Sanskrit really helps explain Patan while Patan informs on this archaic Aryan language which was both the medium of ancient Hindu Vedas (texts) and of the propagation of Buddhist teachings in the 3rd Century BC arriving from the Ganges along the lines of communication of the emperor Ashoka.  Four Ashok columns still stand at the corners of the square.

The influences are then from every age since, perhaps culminating in the 12th to 16th Century era of the Mallas and their extraordinarily creative Newar civilization. Everywhere centred around the square are noble structures both royal and religious which highlight the Hindu pantheon, mainly of Vishnu, Brahma and Shiva.  Here too is an excellent museum of truly international standard with some superb artefacts from both Buddhist and Hindu traditions leaving you in no doubt as to the glories of the past and well-informed as to the span of civilisations that have flourished and competed here in the Himalayas. 

Ours is now a mountainous drive north out of The Valley towards the central Himalayan region of the Langtang Himal.
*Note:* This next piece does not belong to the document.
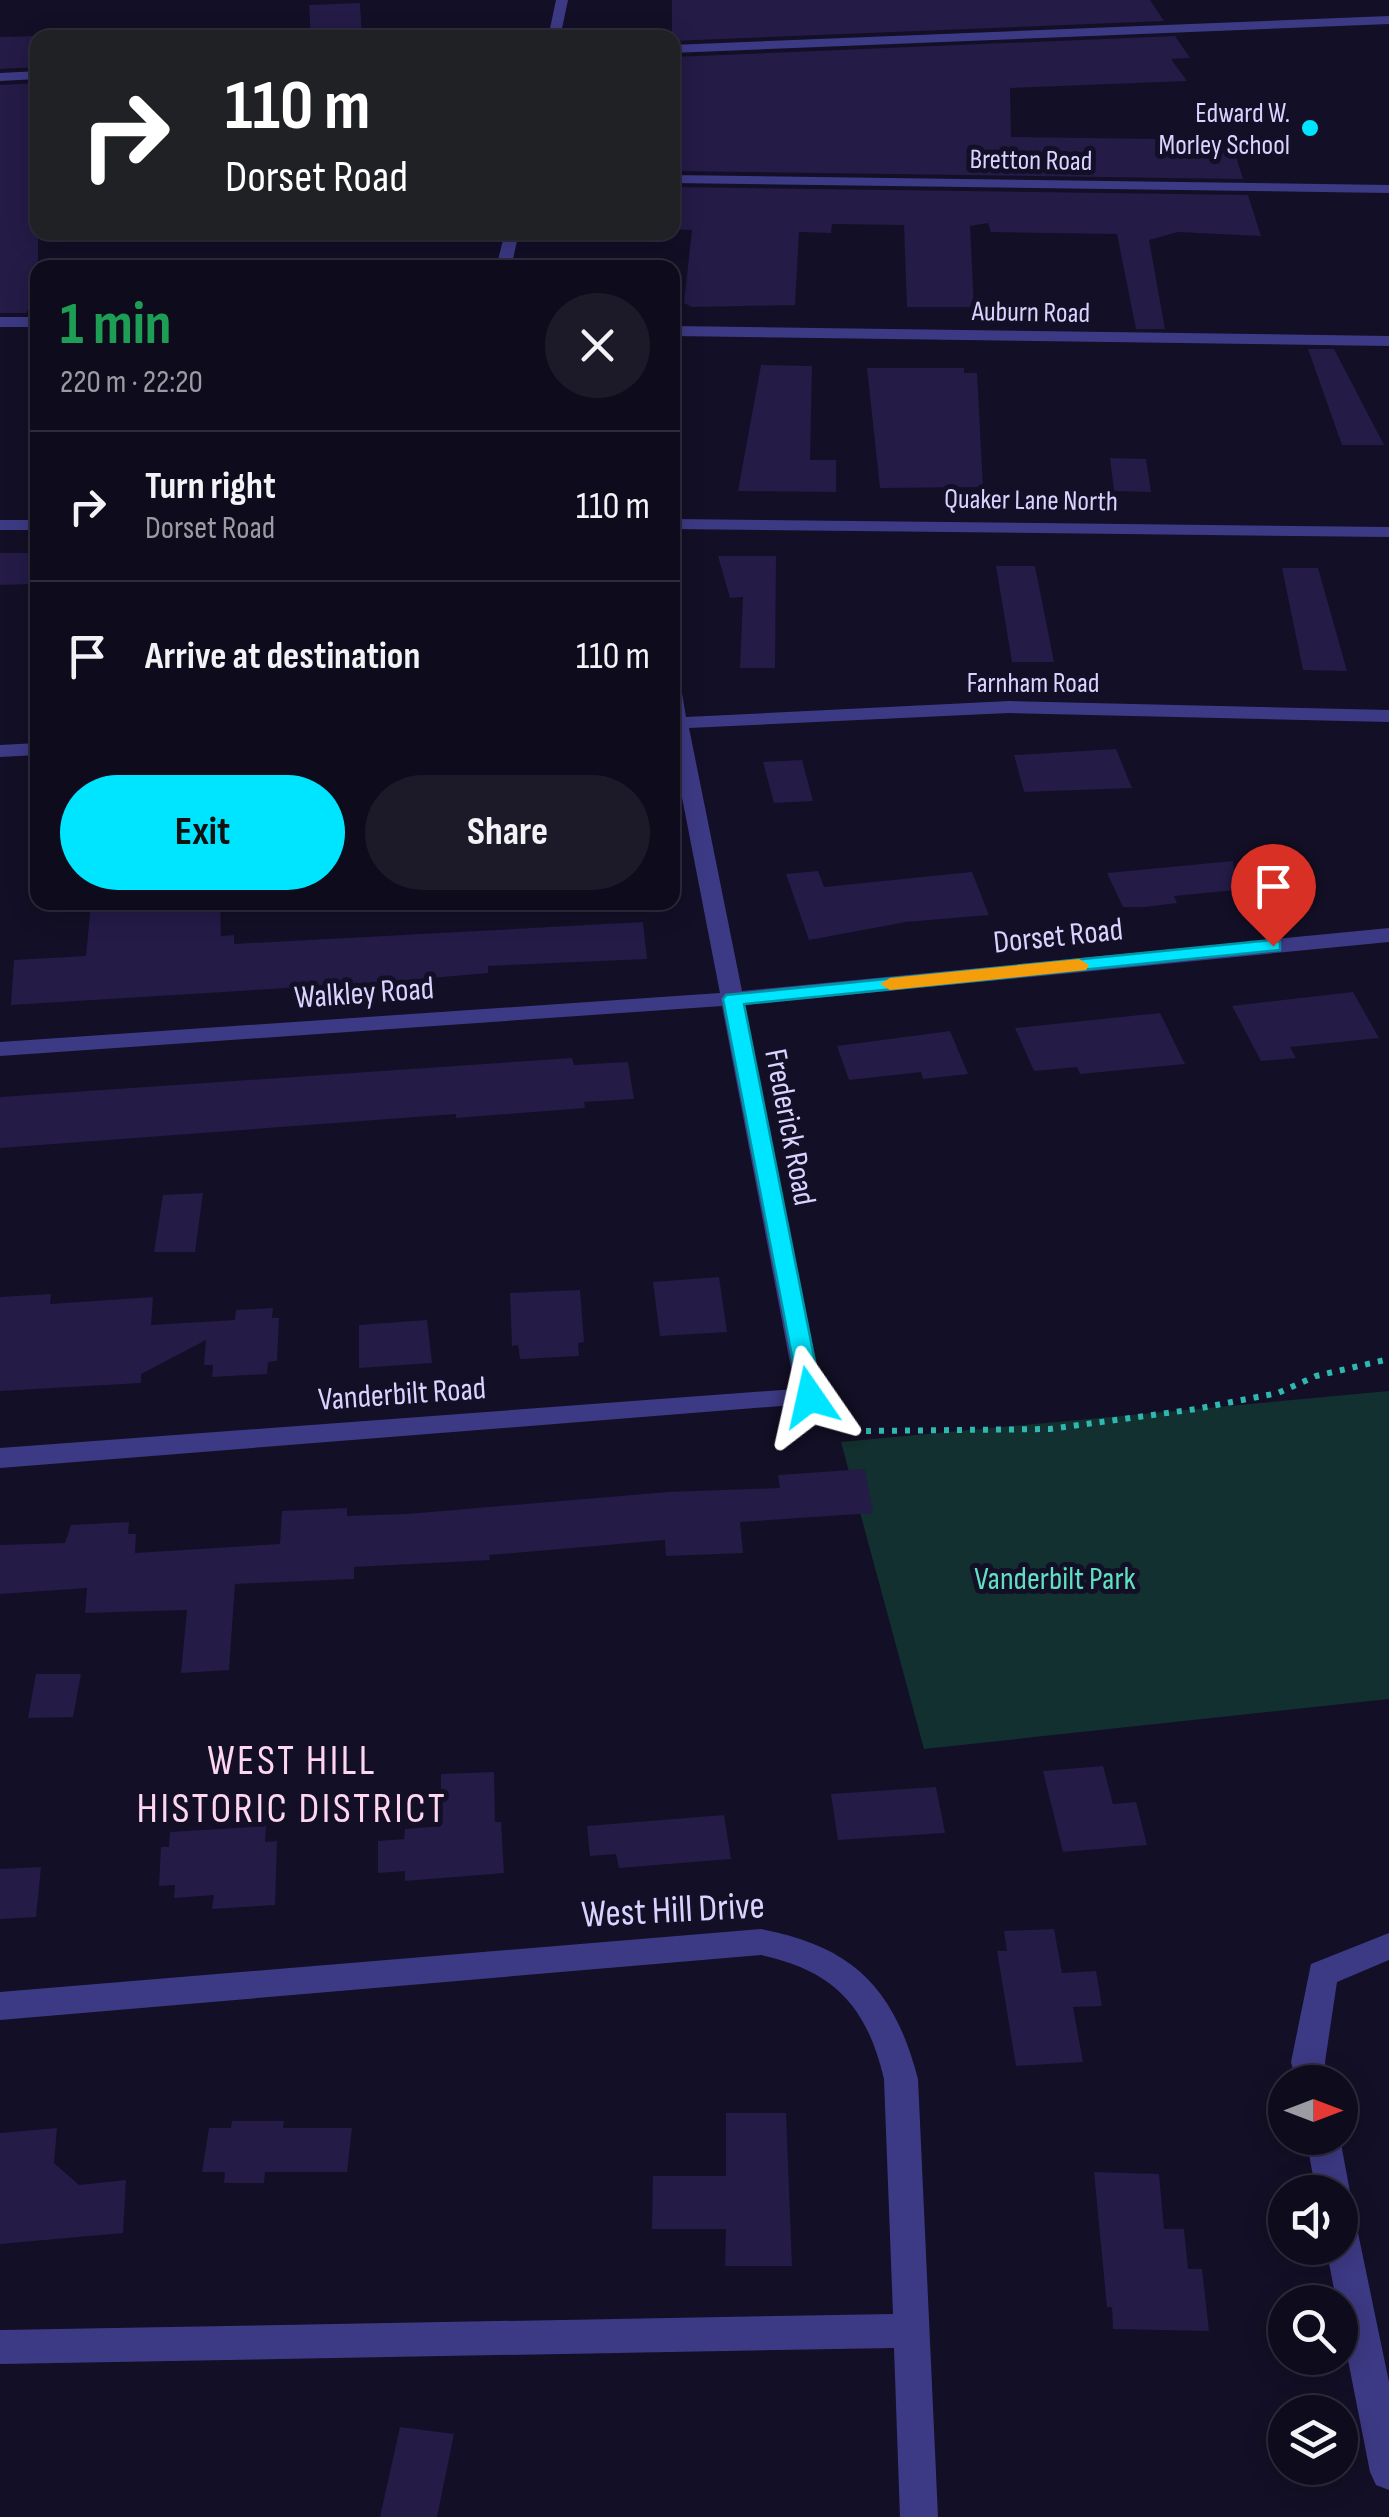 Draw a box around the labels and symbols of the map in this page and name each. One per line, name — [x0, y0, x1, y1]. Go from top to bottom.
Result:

We climb to 2,000m and, beyond the valley rim, we enter a different world – the world of breathtaking views and of the sights and sounds of rural Nepal . . .described by someone as ‘from soaring summits to day-old chicks’.

Without doubt Nepal’s more recent heritage – or at least the birth of Nepal’s modern age - is encapsulated here in a tiny mountain fastness as undiscovered as the proverbial jewel. This is the fort, the palace, the temple at Nuwakot and it is where the unifier of Nepal, Prithvi Narayan Shah, in 1769 established his Gorkha army to bear down on the Kathmandu Valley and, one-by-one, to pick off the small principalities that constantly squabbled there.

Nuwakot’s saddle-back position provides impressive defensives in three directions sweeping down to river valleys far below while its imposing towers, seen from any approach, are menace enough to deter any malicious force.

Just beyond, on the south-facing hillside, backed by the 7,000m Langtang Himal, is The Famous Farm. This is surely everyman’s pastoral idyll and restorative ‘fix’. (BD)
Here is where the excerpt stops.